**** Supplied data

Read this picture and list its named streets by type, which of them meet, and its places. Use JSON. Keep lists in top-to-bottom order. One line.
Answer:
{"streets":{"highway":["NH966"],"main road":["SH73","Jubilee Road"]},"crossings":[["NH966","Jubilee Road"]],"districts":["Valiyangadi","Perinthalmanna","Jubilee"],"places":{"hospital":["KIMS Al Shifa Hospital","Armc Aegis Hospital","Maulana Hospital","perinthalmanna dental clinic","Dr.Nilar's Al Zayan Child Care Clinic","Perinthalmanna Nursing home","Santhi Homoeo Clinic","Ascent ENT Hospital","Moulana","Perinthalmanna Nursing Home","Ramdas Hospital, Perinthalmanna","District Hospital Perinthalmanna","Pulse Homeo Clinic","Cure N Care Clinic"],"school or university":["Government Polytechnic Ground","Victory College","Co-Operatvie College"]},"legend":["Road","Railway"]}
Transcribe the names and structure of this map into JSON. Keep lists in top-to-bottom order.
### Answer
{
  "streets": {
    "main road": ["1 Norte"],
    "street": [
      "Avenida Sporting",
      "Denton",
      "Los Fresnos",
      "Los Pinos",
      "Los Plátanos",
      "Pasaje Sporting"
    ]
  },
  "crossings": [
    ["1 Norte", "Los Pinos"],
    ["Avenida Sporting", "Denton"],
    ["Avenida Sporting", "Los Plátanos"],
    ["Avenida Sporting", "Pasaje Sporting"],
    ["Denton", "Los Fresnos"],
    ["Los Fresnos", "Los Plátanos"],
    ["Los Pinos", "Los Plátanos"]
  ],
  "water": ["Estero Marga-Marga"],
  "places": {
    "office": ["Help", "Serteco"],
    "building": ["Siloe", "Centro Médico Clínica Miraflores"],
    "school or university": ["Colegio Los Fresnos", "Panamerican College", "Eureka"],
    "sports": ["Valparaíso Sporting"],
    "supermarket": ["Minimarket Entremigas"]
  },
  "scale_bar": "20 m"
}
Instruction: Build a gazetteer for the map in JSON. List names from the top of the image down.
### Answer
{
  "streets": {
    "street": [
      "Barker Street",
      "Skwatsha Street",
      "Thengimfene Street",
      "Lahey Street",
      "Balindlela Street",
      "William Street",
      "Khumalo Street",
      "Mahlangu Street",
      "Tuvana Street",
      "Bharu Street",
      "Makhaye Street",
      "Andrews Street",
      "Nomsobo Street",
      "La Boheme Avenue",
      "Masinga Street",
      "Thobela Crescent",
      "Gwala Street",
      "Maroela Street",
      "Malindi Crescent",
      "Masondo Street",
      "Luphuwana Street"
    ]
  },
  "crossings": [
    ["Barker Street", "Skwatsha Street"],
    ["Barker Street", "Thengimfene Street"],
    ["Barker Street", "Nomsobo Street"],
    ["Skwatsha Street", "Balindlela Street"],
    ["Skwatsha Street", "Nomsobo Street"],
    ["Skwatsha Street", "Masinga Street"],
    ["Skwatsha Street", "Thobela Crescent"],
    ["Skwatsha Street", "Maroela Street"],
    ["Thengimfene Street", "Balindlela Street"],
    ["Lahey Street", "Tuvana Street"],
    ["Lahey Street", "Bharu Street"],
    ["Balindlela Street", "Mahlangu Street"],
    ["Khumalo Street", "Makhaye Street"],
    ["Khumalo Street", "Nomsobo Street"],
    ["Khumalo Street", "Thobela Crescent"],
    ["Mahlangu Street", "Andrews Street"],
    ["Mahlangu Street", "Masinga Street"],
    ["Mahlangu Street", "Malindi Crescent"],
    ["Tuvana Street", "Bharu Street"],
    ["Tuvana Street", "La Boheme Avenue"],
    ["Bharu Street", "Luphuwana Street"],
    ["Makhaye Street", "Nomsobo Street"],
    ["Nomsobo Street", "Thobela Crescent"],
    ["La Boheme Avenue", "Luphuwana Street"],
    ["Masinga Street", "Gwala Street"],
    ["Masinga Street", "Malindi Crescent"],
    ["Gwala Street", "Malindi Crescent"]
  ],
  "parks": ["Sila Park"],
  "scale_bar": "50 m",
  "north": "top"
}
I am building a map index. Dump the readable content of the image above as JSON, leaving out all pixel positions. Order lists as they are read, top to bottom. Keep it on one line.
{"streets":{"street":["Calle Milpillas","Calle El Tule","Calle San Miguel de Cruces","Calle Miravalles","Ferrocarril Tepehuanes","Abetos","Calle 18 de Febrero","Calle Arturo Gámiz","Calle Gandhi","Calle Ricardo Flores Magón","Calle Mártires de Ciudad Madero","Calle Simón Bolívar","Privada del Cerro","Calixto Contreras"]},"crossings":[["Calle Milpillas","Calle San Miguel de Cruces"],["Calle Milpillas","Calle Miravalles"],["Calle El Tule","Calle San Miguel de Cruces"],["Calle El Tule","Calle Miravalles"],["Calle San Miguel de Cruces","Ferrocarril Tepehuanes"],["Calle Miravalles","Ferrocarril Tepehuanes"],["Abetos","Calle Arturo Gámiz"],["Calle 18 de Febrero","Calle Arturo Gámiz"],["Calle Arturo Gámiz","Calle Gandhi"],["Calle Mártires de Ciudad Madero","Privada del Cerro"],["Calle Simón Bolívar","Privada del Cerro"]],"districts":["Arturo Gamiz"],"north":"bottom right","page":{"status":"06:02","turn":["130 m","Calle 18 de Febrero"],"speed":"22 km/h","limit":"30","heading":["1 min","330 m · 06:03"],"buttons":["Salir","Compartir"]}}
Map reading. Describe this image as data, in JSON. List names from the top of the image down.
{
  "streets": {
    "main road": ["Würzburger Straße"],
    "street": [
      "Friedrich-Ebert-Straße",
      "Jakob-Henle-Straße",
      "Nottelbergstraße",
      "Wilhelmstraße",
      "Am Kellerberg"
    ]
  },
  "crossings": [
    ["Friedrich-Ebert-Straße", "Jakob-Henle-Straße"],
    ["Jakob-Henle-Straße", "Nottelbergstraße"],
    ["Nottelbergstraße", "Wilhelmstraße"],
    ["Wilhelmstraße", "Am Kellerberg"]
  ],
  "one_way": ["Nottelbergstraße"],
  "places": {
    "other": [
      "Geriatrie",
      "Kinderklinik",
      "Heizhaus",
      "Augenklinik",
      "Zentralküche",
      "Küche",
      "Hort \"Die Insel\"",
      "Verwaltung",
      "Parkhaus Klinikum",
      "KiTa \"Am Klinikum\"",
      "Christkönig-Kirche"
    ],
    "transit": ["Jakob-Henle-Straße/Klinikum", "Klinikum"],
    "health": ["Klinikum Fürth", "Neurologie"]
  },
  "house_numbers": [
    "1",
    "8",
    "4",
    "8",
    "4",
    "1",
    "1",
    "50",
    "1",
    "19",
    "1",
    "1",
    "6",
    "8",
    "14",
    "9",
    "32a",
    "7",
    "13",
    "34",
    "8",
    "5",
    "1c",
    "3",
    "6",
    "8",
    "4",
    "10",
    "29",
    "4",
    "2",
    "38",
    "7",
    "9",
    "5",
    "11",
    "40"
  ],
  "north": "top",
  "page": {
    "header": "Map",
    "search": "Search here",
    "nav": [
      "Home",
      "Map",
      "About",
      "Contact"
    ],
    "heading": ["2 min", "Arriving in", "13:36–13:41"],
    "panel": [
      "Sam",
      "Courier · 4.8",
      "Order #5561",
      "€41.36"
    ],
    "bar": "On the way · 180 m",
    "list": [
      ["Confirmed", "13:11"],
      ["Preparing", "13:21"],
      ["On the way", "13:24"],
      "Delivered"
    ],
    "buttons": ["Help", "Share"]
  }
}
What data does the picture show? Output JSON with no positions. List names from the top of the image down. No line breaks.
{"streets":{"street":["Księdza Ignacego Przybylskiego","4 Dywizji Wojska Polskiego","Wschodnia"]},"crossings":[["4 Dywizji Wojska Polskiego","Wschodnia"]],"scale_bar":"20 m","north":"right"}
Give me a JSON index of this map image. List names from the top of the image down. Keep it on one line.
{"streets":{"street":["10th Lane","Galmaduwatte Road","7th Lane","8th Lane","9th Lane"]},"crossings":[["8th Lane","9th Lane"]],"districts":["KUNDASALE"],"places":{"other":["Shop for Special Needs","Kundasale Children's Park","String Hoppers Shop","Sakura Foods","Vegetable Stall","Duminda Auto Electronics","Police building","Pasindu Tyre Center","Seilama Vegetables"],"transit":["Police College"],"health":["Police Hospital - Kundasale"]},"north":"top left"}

********

* **Exercise aim**: Filter the records above for the string "university" and copy each matching line.

* **Result of the exercise**:
{"streets":{"highway":["NH966"],"main road":["SH73","Jubilee Road"]},"crossings":[["NH966","Jubilee Road"]],"districts":["Valiyangadi","Perinthalmanna","Jubilee"],"places":{"hospital":["KIMS Al Shifa Hospital","Armc Aegis Hospital","Maulana Hospital","perinthalmanna dental clinic","Dr.Nilar's Al Zayan Child Care Clinic","Perinthalmanna Nursing home","Santhi Homoeo Clinic","Ascent ENT Hospital","Moulana","Perinthalmanna Nursing Home","Ramdas Hospital, Perinthalmanna","District Hospital Perinthalmanna","Pulse Homeo Clinic","Cure N Care Clinic"],"school or university":["Government Polytechnic Ground","Victory College","Co-Operatvie College"]},"legend":["Road","Railway"]}
    "school or university": ["Colegio Los Fresnos", "Panamerican College", "Eureka"],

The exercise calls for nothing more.